• What this task involves: Locate every line in the records below that holds the word "right" and return each one.

• Data:
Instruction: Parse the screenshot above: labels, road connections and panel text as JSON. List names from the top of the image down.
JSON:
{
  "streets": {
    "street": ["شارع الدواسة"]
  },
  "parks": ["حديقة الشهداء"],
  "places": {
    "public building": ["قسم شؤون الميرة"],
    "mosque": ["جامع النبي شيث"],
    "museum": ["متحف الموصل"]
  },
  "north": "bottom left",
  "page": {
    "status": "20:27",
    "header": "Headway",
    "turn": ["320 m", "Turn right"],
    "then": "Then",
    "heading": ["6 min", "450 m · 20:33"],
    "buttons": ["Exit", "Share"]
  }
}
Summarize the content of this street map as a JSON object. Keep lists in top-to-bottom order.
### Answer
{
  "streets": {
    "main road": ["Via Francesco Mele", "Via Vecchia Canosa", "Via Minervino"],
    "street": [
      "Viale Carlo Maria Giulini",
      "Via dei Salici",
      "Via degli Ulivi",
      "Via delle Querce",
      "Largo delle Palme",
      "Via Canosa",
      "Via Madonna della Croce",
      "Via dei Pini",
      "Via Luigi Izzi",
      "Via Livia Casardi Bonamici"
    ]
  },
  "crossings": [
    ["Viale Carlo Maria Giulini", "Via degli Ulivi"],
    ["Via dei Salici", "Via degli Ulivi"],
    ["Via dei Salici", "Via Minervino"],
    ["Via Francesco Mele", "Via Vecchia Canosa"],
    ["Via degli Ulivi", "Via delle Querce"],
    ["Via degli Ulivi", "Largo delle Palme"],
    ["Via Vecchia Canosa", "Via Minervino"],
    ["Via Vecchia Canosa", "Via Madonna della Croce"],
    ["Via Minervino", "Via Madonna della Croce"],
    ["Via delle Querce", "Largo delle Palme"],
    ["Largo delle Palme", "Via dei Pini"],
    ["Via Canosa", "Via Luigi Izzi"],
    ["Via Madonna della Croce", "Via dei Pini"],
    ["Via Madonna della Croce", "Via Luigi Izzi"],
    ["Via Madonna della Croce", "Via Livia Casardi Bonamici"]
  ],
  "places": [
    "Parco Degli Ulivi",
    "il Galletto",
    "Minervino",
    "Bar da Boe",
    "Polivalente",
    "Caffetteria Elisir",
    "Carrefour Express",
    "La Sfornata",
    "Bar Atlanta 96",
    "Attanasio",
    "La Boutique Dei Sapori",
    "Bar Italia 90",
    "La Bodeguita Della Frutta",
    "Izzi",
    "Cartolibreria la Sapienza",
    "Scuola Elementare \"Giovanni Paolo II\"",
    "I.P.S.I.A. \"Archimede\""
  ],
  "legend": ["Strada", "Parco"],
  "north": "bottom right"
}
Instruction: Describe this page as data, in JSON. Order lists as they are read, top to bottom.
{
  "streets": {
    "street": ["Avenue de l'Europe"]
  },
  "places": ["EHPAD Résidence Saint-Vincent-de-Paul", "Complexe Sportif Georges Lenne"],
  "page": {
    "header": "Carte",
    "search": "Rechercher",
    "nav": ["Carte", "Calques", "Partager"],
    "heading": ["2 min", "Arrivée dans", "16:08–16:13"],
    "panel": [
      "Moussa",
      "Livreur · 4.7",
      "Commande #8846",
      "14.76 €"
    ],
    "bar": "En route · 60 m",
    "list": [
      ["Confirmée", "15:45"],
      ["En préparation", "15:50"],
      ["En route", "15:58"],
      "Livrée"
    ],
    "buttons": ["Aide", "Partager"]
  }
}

• Solution:
    "turn": ["320 m", "Turn right"],
  "north": "bottom right"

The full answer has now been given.